There is a fair amount of noise in the measurement of the assembly code shown above: The superscalar processor will likely schedule the rdtsc instructions in parallel with other nearby instructions. Therefore, we cannot be sure we are timing precisely n instructions. To compensate for this uncertainty, we will take many measurements with increasing values of n. The overall trend will give us a clearer picture of the superpipeline's width than the measurement for a single n.

The code to be measured will not contain a loop: Instead of looping over a body of n instructions, we will "hand write" a sequence of n instructions. We avoid using a loop because the loop structure would add extra instructions with different dependencies. To avoid loops, we write a different function for each value of n we wish to test. The Ruby script generate_experiments3.rb automates this process.

Run generate_experiments3.rb. Examine the resulting output. Notice

The function step_group contains the sequence of instructions to be repeated and timed.
The functions time_xx_ops contain the code to time a sequence of the desired length. Notice that this function:
- follows conventional stack frame set-up/tear-down (whereas step_group does not,
- calls step_group enough times to generate a sequence of the desired length, and
- contains the calls to rdtsc that time the sequence of operations.

The output from generate_experiments3.rb contains only the code being timed. time_instructions2.c contains main as well as a loop that calls the functions to be tested and prints the results.
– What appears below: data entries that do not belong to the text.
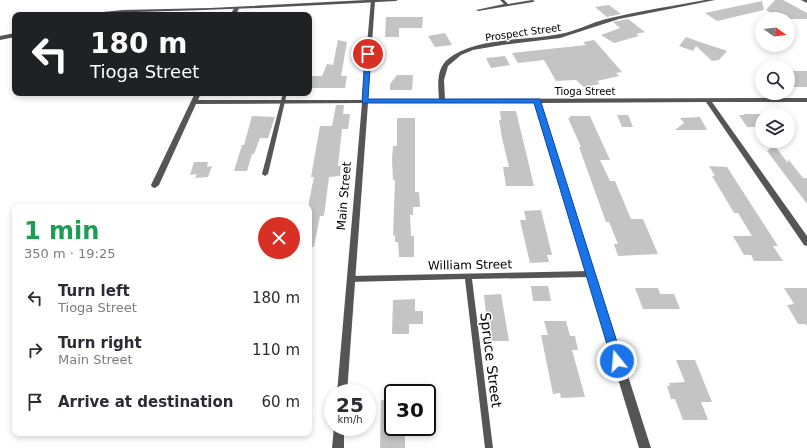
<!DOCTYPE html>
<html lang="en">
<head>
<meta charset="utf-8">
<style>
  :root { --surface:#fff; --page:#f2f2f3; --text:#2b2b33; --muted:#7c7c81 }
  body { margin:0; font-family:"DejaVu Sans",sans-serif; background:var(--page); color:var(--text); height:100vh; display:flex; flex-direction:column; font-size:15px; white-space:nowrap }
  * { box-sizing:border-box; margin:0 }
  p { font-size:13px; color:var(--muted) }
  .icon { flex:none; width:22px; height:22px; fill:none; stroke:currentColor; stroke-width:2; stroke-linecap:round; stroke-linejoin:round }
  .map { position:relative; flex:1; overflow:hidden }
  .drawer { position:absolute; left:12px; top:204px; width:300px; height:232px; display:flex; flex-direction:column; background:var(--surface); border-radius:8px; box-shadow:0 2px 6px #0003 }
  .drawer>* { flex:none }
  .banner { position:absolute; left:12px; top:12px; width:300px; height:84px; border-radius:8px; box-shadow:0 2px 6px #0003; background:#202124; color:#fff; overflow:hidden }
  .needle { width:26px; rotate:104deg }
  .tools { position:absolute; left:755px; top:12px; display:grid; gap:8px }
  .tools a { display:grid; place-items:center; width:40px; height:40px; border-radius:50%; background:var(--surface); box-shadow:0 2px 6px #0003; font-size:20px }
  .speed { position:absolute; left:324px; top:384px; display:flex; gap:8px; font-size:20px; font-weight:700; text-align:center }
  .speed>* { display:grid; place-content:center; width:52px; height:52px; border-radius:50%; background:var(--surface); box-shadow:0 2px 6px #0003; line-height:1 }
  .speed small { font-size:10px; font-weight:400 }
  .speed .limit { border:2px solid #111; border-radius:6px; background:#fff; color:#111 }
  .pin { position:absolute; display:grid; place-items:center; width:34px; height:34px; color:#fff; margin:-17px; border:2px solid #fff; border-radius:50%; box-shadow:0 1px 4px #0007 }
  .me { position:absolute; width:44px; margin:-22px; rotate:343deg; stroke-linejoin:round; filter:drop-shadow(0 0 3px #0008) }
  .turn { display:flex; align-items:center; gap:14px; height:84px; padding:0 12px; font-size:18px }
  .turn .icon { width:52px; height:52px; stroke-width:2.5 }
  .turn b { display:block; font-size:28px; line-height:34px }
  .round { display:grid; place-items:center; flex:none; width:42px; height:42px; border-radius:21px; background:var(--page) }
  .head { display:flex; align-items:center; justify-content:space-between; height:68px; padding:0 12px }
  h1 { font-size:24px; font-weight:700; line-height:30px; color:#1e9e55 }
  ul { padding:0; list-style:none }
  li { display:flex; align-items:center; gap:12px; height:52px; padding:0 12px }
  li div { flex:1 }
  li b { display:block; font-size:15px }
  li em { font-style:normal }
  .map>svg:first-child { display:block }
  .building { fill:#c4c4c4 }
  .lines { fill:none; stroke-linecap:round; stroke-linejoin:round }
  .service { fill:#555; fill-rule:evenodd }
  .minor { fill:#555; fill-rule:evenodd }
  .tertiary { fill:#555; fill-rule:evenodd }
  .route { fill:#1a73e8; stroke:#114b97 }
  .labels { text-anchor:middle; stroke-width:3; stroke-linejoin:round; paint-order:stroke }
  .far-street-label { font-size:10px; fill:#000; stroke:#fff }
  .street-label { font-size:12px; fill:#000; stroke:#fff }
  .near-street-label { font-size:14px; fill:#000; stroke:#fff }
</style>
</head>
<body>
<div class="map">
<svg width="807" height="448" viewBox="0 0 807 448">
  <rect width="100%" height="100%" fill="#fff"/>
  <g class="building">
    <polygon points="775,0 783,0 807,13 807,19 782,19 766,10"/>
    <polygon points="762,1 764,10 717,21 705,13"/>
    <polygon points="609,5 621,14 607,17 595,7"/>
    <polygon points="386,17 423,17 422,28 399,28 399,37 385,37"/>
    <polygon points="628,19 645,32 636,34 639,36 614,43 601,35 620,28 613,22"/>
    <polygon points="445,33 452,45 435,47 428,36"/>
    <polygon points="686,37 700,42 727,51 719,60 712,61 696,46 693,51 679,46"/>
    <polygon points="338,40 347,42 341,76 347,76 345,88 309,88 309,76 322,76 327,64 333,65"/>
    <polygon points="594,40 622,72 616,73 619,76 597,81 600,84 584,87 576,80 556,81 544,60 518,63 512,53 586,45 583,42"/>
    <polygon points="505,56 510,65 491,68 486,58"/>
    <rect x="788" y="71" width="19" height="16"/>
    <polygon points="397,75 413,75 412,90 390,90 390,84"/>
    <polygon points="336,105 344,105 343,114 350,114 348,129 342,129 338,166 341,166 340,176 329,177 324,216 320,216 314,247 309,247 309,201 314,177 311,177 320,126 332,126"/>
    <polygon points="500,111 516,111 534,186 506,186 503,167 509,167 502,138 499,120 501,120"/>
    <polygon points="744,114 762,114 762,127 747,127 739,115 745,115"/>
    <polygon points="617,115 628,115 633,127 622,127"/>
    <polygon points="252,116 275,117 268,138 260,138 254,154 252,154 247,171 234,171 242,145 244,145"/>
    <polygon points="570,116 590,116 610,160 600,160 610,181 615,181 631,219 643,219 658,254 618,256 614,244 618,244 609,222 606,222 579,147 581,147 568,118 570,118"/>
    <polygon points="700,117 707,130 675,130 684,123 680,118"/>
    <polygon points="397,118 415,118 415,192 419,192 420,207 413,207 413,215 410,215 411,236 414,236 414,257 399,257 398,242 395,242 395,235 393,236 395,180 393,180 392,160 393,146 397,146"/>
    <polygon points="774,145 788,163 788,159 803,178 807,178 807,204 767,151"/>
    <polygon points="194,162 208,162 207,167 212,166 208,177 195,178 197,174 190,175"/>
    <polygon points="709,166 727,167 778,246 773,246 783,261 754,261 751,255 744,255 733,236 752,236 738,213 734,213 712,176 715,176"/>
    <polygon points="541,210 552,255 547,255 549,262 530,263 520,220 526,220 524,211"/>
    <polygon points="531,286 548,286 551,301 533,301"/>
    <polygon points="635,288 658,288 660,294 674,294 680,309 643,309"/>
    <polygon points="784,288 807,288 807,326 805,324 798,324 787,305 794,304"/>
    <polygon points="501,294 509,341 488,341 486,323 487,323 484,295"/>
    <polygon points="415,299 415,311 423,311 423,324 409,324 409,334 392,334 393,300"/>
    <polygon points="544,321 566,321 570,336 575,336 578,350 572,350 585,397 561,398 560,393 553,394 541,335 548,335"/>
    <polygon points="676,360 695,360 712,402 701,402 708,420 683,420 675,399 671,399 667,386 670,386 669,383 685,382"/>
    <polygon points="381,400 393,401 393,427 405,427 405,448 380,448"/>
  </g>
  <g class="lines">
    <g class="service">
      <polygon points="500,0 504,0 508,4 532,0 535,1 533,2 478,11 476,10 504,4"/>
      <polygon points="283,93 287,93 268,174 265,176 262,174"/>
      <polygon points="590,271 592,272 593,274 592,276 590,277 472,279 493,448 485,448 465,279 350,282 348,281 347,279 348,277 350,276"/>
    </g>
    <g class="minor">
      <path d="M371,0L375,1L368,99H439C438,85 436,69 448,59C474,37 527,41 560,34C576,31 591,23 606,19C639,11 672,6 705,0H715L619,19L560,38L502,45L473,50L461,55L448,66L444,80L445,99L807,98V102H712L807,236V246L804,245L706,102L541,103L651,448H639L534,103H368L347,393H337L362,103L196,104L159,185L155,188L152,187L151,185L195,93H201L198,100H362Z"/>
      <polygon points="801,0 807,0 807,3"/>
      <polygon points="235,7 239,8 236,15 230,15"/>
      <polygon points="334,427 344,427 344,448 332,448"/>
    </g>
    <g class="tertiary">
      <path d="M366,0H398L396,1C309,6 223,10 136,12C121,13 106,15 90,15L93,13L123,10L210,8Z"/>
      <polygon points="15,33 15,37 0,40 0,36"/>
    </g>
  </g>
  <polygon class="route" points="368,52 371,54 368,99 540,99 623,361 621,365 617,367 613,365 612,361 534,103 362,103 365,54"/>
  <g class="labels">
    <g class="far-street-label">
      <text transform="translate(523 32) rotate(-8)" y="4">Prospect Street</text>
      <text x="585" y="95">Tioga Street</text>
    </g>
    <g class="street-label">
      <text transform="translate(344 196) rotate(-85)" y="4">Main Street</text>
      <text transform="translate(470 265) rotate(-1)" y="4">William Street</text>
    </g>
    <g class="near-street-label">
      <text transform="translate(491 360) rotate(83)" y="5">Spruce Street</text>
    </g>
  </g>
</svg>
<div class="tools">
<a><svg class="needle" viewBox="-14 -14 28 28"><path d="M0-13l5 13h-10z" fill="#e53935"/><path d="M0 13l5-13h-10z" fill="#7c7c81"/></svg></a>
<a><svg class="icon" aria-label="search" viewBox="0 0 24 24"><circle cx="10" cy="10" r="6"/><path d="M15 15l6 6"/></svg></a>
<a><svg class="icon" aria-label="layers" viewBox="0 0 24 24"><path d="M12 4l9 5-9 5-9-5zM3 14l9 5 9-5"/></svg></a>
</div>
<div class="speed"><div>25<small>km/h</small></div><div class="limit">30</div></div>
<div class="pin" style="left:368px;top:54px;background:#d93025"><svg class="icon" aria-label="arrive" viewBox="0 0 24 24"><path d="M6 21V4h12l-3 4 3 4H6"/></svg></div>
<svg class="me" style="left:617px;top:361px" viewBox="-20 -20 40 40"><circle r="17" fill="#1a73e8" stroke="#fff" stroke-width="3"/><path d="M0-11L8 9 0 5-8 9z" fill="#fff"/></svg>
<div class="banner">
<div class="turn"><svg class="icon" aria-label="left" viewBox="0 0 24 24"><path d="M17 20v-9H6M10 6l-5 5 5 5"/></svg><div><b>180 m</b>Tioga Street</div></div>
</div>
<section class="drawer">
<div class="head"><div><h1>1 min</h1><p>350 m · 19:25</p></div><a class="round" style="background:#d93025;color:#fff"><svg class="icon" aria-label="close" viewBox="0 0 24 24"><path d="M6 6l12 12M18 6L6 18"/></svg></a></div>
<ul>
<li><svg class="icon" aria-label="left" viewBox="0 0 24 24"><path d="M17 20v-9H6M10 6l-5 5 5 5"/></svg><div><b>Turn left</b><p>Tioga Street</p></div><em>180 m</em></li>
<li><svg class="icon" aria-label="right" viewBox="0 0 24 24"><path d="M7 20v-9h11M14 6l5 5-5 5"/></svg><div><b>Turn right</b><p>Main Street</p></div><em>110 m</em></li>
<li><svg class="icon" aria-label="arrive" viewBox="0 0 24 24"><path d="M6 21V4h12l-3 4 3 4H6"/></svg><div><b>Arrive at destination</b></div><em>60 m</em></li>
</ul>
</section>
</div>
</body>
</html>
Comparing CPUs and interpreting the results

This semester, we have three CPUs available for experimentation:

The Intel i7s in EOS
The Intel i5s in Data Com
The AMDs in Arch

Begin by timing a sequence of addl instructions:

Run generate_experiments3.rb and redirect the output to a file (I'll call it asm1.s
Examine asm1.s and make sure you undertand what it's doing.
Compile asm1.s and time_instructions2.c together into a single executable and run it.
You will notice that the CPI for the initial workload is less than 1. Have me explain why, then adjust time_instructions to account for the problem.
Run the previous test on the different CPUs and plot the results together on the same graph. Attach a copy of your plot to your lab report. If using gnuplot, you can change your output format and save the plot to a file. First type "set term mode", where mode is one of many output formats, including "postscript", "jpeg", "png", and "pbm". (Type help term for the complete list.) After you have set the term, type "set output filename". Typing "set term x11" will return the output to the screen. WARNING: gnuplot doesn't always correctly overwrite files. So, make sure your plots look good on the screen before changing the terminal and output file.
Find the approximate slope of each line.
Describe the differences you see between CPUs (if any).
Now, edit generate_experiments3.rb so that instead of timing a sequence of addl $1, %eax, it times a sequence of addl $1, %eax; addl $1, %ecx. (Look for where instruction_pool is defined near line 154.) Run it on the different hardware. What are the slopes of the lines?
The slopes of the line should be significantly less than 1. What does this tell you?
The first test produces code that looks like this:
```
		addl $1, %eax
		addl $1, %eax
		addl $1, %eax
		addl $1, %eax
		...
		
```
whereas the second produces code that looks like this:
```
		addl $1, %eax
		addl $1, %ecx
		addl $1, %eax
		addl $1, %ecx
		...
		
```
Why can the CPU run the second example faster?
Figure out how many add instructions each different CPU can do in parallel. Attach graphs demonstrating this. (In other words, show me how you figured it out.) In general, each plot should contain more than one line. Look most closely at the slope of the line in the range [10000, 15000] (If you don't see at least one CPU that can handle more than 2 instructions at a time, let me know.) WARNING: Make sure your timing code doesn't use %ebx, %r13d, or any other register that is in use at the point your code being time is being run.
The i7 can, in theory, complete 4 instructions in parallel. Try to find a sequence of four instructions that the i7 will issue and execute in parallel.